§ Problem details: For this exercise, repeat the listing below from its first line through the line containing "width:22px; height:22px; translate:-50%", exactly as written.

....

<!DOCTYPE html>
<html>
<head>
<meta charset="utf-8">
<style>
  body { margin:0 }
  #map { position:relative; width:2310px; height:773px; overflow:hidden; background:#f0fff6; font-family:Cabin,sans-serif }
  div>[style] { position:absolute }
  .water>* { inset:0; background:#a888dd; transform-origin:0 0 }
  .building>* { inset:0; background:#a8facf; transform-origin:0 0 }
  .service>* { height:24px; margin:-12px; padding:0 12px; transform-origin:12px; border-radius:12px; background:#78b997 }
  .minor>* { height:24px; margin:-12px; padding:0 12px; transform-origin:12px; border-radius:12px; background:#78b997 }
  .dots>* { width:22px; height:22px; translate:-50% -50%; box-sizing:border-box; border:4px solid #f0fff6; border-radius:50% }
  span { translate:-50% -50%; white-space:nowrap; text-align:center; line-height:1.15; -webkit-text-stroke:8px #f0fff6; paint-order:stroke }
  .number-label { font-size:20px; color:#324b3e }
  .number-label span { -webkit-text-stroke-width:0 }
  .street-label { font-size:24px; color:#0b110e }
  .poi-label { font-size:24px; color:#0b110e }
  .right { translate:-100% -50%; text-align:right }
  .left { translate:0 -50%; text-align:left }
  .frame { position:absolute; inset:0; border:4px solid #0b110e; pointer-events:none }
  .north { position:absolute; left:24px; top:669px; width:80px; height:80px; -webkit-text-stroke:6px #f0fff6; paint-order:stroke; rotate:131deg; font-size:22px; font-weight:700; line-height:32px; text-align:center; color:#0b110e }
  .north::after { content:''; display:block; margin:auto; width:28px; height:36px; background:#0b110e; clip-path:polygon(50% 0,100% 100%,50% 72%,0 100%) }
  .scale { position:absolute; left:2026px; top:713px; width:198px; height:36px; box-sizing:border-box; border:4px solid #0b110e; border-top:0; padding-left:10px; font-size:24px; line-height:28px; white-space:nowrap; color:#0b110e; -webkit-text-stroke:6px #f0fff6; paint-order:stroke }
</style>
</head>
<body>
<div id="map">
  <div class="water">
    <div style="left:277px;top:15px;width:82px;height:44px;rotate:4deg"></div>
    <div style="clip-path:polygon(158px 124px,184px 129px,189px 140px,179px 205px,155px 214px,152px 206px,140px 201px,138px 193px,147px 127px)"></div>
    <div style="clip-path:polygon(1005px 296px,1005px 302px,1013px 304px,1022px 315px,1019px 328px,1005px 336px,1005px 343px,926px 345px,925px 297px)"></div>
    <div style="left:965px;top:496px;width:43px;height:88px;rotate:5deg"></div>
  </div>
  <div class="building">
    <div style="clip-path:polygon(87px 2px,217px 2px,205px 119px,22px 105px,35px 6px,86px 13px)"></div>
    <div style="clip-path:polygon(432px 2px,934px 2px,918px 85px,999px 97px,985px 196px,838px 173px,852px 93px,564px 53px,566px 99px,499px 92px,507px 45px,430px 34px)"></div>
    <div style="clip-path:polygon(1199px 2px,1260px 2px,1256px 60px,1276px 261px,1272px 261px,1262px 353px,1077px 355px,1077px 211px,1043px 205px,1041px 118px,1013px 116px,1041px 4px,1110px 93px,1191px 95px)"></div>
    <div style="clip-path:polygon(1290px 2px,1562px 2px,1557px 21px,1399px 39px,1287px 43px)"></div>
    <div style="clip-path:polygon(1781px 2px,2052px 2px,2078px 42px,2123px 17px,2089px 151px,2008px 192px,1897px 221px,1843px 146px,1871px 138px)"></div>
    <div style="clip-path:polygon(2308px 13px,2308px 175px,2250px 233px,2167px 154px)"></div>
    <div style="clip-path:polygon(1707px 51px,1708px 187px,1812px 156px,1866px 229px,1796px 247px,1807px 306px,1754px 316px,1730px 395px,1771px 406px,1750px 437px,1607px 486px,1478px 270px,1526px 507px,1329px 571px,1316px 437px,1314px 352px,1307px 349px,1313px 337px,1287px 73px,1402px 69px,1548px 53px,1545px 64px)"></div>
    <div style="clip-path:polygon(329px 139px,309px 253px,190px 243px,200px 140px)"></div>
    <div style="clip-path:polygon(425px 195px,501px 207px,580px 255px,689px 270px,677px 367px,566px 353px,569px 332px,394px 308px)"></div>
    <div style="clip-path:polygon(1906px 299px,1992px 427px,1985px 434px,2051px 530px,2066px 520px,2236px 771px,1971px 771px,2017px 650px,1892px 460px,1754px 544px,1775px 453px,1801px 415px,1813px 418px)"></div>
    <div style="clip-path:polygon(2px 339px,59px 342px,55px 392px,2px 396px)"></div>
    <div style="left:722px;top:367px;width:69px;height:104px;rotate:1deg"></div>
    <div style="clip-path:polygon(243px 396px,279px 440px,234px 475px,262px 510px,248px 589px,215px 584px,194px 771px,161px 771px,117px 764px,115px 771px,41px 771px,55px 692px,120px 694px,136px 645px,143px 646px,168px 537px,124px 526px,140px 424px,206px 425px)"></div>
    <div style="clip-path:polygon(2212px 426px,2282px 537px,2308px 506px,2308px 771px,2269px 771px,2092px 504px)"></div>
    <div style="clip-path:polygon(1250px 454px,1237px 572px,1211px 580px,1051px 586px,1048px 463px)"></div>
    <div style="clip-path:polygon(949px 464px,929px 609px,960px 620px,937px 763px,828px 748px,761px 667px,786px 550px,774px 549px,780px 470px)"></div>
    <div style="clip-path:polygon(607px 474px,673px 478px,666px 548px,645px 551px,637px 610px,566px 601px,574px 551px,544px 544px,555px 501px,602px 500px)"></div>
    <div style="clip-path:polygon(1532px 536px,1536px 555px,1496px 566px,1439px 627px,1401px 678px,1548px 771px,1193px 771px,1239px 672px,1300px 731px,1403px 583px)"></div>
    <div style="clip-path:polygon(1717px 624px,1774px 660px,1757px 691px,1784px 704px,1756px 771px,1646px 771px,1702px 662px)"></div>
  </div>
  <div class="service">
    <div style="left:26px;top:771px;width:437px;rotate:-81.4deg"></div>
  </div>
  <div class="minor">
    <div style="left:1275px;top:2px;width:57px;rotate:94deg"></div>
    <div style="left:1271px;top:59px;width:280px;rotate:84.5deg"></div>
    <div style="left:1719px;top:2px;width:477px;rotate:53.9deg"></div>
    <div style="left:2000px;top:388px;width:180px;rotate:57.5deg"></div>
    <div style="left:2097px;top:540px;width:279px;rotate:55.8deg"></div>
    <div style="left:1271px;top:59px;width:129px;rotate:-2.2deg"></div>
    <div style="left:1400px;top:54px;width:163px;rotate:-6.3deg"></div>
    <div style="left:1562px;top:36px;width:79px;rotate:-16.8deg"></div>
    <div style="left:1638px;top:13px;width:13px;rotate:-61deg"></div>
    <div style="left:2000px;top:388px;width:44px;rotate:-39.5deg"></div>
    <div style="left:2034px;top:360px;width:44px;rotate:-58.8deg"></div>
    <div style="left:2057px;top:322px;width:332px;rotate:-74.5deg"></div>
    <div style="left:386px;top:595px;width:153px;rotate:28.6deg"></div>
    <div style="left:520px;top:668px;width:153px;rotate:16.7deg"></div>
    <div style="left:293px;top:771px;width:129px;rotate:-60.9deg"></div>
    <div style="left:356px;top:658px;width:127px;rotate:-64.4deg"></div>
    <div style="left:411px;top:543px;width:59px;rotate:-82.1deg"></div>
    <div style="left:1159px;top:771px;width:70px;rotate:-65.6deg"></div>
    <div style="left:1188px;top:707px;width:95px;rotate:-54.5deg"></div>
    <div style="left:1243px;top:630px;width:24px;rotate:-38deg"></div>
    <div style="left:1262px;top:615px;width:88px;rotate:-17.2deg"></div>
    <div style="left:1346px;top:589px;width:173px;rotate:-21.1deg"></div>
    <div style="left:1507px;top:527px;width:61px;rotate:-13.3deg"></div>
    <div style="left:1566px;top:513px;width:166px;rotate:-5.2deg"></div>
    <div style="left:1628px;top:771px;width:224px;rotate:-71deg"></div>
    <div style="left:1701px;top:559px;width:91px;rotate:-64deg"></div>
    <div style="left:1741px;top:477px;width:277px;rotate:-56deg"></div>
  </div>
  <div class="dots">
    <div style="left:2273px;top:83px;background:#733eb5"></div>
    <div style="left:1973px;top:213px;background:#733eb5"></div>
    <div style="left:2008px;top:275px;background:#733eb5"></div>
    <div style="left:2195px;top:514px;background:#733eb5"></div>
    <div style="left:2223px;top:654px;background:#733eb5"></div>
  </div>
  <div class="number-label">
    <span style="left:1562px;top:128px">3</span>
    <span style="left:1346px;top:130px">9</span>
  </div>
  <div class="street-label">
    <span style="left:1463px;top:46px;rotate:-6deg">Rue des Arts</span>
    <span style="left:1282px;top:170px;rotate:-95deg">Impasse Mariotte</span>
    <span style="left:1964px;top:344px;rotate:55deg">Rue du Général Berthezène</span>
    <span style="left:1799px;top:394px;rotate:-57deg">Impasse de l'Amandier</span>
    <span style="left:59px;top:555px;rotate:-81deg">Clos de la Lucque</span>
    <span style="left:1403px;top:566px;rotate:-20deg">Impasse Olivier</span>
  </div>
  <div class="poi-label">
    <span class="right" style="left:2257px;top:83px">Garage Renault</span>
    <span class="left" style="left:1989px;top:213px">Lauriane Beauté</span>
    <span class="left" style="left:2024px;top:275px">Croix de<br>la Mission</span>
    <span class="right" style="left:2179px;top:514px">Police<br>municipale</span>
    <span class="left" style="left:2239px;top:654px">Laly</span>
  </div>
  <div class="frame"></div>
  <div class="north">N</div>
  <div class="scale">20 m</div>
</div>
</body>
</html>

....

§ Exercise result:
<!DOCTYPE html>
<html>
<head>
<meta charset="utf-8">
<style>
  body { margin:0 }
  #map { position:relative; width:2310px; height:773px; overflow:hidden; background:#f0fff6; font-family:Cabin,sans-serif }
  div>[style] { position:absolute }
  .water>* { inset:0; background:#a888dd; transform-origin:0 0 }
  .building>* { inset:0; background:#a8facf; transform-origin:0 0 }
  .service>* { height:24px; margin:-12px; padding:0 12px; transform-origin:12px; border-radius:12px; background:#78b997 }
  .minor>* { height:24px; margin:-12px; padding:0 12px; transform-origin:12px; border-radius:12px; background:#78b997 }
  .dots>* { width:22px; height:22px; translate:-50% -50%; box-sizing:border-box; border:4px solid #f0fff6; border-radius:50% }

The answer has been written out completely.